§ **GIVEN INFORMATION**
# # # # # # #
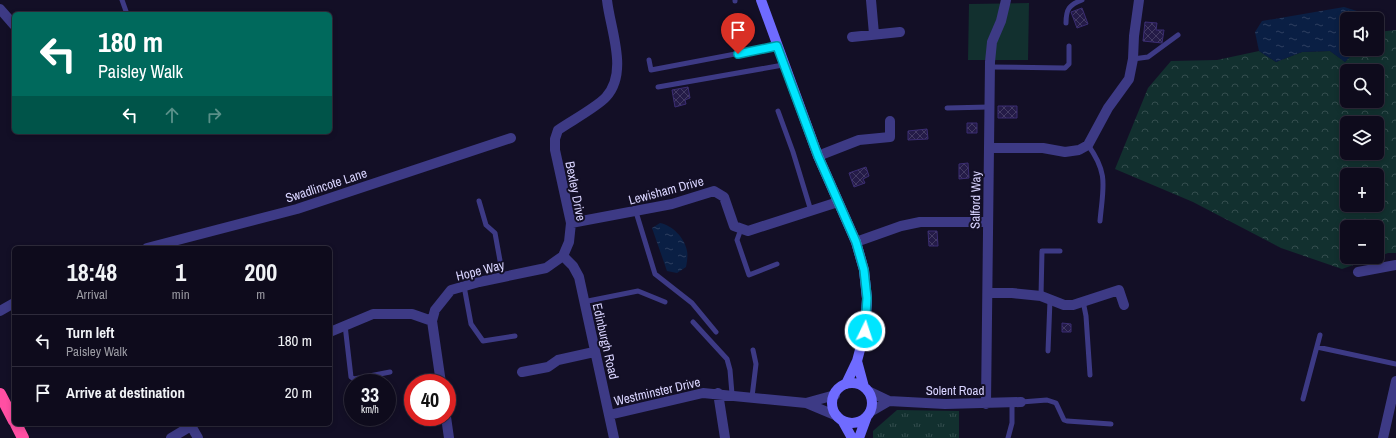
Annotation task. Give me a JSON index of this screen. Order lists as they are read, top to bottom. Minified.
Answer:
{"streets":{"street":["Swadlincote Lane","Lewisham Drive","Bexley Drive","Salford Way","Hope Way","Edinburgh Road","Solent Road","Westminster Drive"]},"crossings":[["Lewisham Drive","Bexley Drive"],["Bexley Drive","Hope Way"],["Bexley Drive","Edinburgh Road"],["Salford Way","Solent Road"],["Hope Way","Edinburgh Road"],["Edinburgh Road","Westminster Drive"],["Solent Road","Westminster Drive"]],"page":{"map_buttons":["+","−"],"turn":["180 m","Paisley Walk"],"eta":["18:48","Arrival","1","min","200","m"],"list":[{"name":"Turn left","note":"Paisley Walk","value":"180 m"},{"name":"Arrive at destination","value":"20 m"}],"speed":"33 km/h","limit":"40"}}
# # # # # # #
§ **AIM OF THE TASK**
All the lines above need to be repeated exactly, with no pictures carried over.

§ **ANSWER FOR THE TASK**
Annotation task. Give me a JSON index of this screen. Order lists as they are read, top to bottom. Minified.
Answer:
{"streets":{"street":["Swadlincote Lane","Lewisham Drive","Bexley Drive","Salford Way","Hope Way","Edinburgh Road","Solent Road","Westminster Drive"]},"crossings":[["Lewisham Drive","Bexley Drive"],["Bexley Drive","Hope Way"],["Bexley Drive","Edinburgh Road"],["Salford Way","Solent Road"],["Hope Way","Edinburgh Road"],["Edinburgh Road","Westminster Drive"],["Solent Road","Westminster Drive"]],"page":{"map_buttons":["+","−"],"turn":["180 m","Paisley Walk"],"eta":["18:48","Arrival","1","min","200","m"],"list":[{"name":"Turn left","note":"Paisley Walk","value":"180 m"},{"name":"Arrive at destination","value":"20 m"}],"speed":"33 km/h","limit":"40"}}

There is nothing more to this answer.